▶ EXERCISE GOAL
Whatever lines the data contains, output all of them unchanged.

*** Opening of RECORDS SHOWN ***

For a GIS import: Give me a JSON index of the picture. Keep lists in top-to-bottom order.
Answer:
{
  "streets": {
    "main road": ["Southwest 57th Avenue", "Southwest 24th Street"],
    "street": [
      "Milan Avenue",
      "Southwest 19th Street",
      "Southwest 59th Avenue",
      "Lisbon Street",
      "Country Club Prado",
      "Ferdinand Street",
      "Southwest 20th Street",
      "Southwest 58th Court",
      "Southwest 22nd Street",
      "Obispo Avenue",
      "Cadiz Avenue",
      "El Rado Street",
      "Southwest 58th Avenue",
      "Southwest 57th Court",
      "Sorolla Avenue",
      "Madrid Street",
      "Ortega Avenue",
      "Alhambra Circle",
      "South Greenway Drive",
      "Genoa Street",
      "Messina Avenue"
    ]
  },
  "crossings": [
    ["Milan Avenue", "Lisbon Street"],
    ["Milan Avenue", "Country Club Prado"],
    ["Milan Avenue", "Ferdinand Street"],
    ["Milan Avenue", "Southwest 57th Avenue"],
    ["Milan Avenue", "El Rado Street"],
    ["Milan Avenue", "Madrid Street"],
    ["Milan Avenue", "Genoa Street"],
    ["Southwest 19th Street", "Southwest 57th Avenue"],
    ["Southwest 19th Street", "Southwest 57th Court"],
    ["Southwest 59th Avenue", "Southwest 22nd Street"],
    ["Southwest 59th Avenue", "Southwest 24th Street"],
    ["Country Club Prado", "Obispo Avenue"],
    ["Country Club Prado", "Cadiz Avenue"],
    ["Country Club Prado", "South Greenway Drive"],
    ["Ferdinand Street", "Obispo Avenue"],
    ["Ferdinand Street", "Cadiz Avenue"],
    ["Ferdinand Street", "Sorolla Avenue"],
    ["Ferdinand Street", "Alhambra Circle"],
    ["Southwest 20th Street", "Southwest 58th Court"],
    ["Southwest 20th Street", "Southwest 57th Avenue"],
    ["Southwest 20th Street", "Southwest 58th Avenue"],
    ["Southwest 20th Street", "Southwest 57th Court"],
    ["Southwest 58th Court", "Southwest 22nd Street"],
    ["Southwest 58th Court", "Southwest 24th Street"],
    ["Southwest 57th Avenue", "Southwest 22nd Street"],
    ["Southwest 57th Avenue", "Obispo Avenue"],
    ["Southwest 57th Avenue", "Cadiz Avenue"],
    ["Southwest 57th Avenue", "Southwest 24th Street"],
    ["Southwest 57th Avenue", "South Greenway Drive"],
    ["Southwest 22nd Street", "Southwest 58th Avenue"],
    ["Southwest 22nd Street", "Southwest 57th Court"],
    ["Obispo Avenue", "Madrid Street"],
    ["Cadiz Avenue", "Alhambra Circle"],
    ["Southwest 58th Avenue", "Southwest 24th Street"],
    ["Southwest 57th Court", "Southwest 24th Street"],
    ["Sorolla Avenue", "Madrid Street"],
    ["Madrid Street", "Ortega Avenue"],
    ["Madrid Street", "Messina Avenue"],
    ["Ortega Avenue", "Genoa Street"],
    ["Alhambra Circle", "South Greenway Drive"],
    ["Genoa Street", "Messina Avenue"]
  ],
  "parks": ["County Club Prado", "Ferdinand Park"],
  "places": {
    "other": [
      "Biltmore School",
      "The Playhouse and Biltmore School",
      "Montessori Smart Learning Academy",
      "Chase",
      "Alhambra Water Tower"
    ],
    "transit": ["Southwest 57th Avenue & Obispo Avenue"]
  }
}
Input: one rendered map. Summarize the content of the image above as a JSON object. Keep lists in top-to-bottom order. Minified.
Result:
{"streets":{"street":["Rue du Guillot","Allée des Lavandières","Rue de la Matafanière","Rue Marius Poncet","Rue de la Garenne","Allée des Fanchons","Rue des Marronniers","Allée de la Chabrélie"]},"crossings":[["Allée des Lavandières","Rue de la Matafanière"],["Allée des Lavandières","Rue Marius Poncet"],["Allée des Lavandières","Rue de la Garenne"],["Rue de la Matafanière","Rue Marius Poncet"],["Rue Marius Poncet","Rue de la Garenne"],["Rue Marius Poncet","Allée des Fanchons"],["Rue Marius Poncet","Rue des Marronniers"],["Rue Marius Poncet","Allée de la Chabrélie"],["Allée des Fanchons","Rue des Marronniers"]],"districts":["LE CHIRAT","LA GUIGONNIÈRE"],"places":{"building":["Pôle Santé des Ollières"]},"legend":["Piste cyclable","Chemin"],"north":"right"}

*** Close of RECORDS SHOWN ***

▶ ANSWER FOR THIS EXERCISE
For a GIS import: Give me a JSON index of the picture. Keep lists in top-to-bottom order.
Answer:
{
  "streets": {
    "main road": ["Southwest 57th Avenue", "Southwest 24th Street"],
    "street": [
      "Milan Avenue",
      "Southwest 19th Street",
      "Southwest 59th Avenue",
      "Lisbon Street",
      "Country Club Prado",
      "Ferdinand Street",
      "Southwest 20th Street",
      "Southwest 58th Court",
      "Southwest 22nd Street",
      "Obispo Avenue",
      "Cadiz Avenue",
      "El Rado Street",
      "Southwest 58th Avenue",
      "Southwest 57th Court",
      "Sorolla Avenue",
      "Madrid Street",
      "Ortega Avenue",
      "Alhambra Circle",
      "South Greenway Drive",
      "Genoa Street",
      "Messina Avenue"
    ]
  },
  "crossings": [
    ["Milan Avenue", "Lisbon Street"],
    ["Milan Avenue", "Country Club Prado"],
    ["Milan Avenue", "Ferdinand Street"],
    ["Milan Avenue", "Southwest 57th Avenue"],
    ["Milan Avenue", "El Rado Street"],
    ["Milan Avenue", "Madrid Street"],
    ["Milan Avenue", "Genoa Street"],
    ["Southwest 19th Street", "Southwest 57th Avenue"],
    ["Southwest 19th Street", "Southwest 57th Court"],
    ["Southwest 59th Avenue", "Southwest 22nd Street"],
    ["Southwest 59th Avenue", "Southwest 24th Street"],
    ["Country Club Prado", "Obispo Avenue"],
    ["Country Club Prado", "Cadiz Avenue"],
    ["Country Club Prado", "South Greenway Drive"],
    ["Ferdinand Street", "Obispo Avenue"],
    ["Ferdinand Street", "Cadiz Avenue"],
    ["Ferdinand Street", "Sorolla Avenue"],
    ["Ferdinand Street", "Alhambra Circle"],
    ["Southwest 20th Street", "Southwest 58th Court"],
    ["Southwest 20th Street", "Southwest 57th Avenue"],
    ["Southwest 20th Street", "Southwest 58th Avenue"],
    ["Southwest 20th Street", "Southwest 57th Court"],
    ["Southwest 58th Court", "Southwest 22nd Street"],
    ["Southwest 58th Court", "Southwest 24th Street"],
    ["Southwest 57th Avenue", "Southwest 22nd Street"],
    ["Southwest 57th Avenue", "Obispo Avenue"],
    ["Southwest 57th Avenue", "Cadiz Avenue"],
    ["Southwest 57th Avenue", "Southwest 24th Street"],
    ["Southwest 57th Avenue", "South Greenway Drive"],
    ["Southwest 22nd Street", "Southwest 58th Avenue"],
    ["Southwest 22nd Street", "Southwest 57th Court"],
    ["Obispo Avenue", "Madrid Street"],
    ["Cadiz Avenue", "Alhambra Circle"],
    ["Southwest 58th Avenue", "Southwest 24th Street"],
    ["Southwest 57th Court", "Southwest 24th Street"],
    ["Sorolla Avenue", "Madrid Street"],
    ["Madrid Street", "Ortega Avenue"],
    ["Madrid Street", "Messina Avenue"],
    ["Ortega Avenue", "Genoa Street"],
    ["Alhambra Circle", "South Greenway Drive"],
    ["Genoa Street", "Messina Avenue"]
  ],
  "parks": ["County Club Prado", "Ferdinand Park"],
  "places": {
    "other": [
      "Biltmore School",
      "The Playhouse and Biltmore School",
      "Montessori Smart Learning Academy",
      "Chase",
      "Alhambra Water Tower"
    ],
    "transit": ["Southwest 57th Avenue & Obispo Avenue"]
  }
}
Input: one rendered map. Summarize the content of the image above as a JSON object. Keep lists in top-to-bottom order. Minified.
Result:
{"streets":{"street":["Rue du Guillot","Allée des Lavandières","Rue de la Matafanière","Rue Marius Poncet","Rue de la Garenne","Allée des Fanchons","Rue des Marronniers","Allée de la Chabrélie"]},"crossings":[["Allée des Lavandières","Rue de la Matafanière"],["Allée des Lavandières","Rue Marius Poncet"],["Allée des Lavandières","Rue de la Garenne"],["Rue de la Matafanière","Rue Marius Poncet"],["Rue Marius Poncet","Rue de la Garenne"],["Rue Marius Poncet","Allée des Fanchons"],["Rue Marius Poncet","Rue des Marronniers"],["Rue Marius Poncet","Allée de la Chabrélie"],["Allée des Fanchons","Rue des Marronniers"]],"districts":["LE CHIRAT","LA GUIGONNIÈRE"],"places":{"building":["Pôle Santé des Ollières"]},"legend":["Piste cyclable","Chemin"],"north":"right"}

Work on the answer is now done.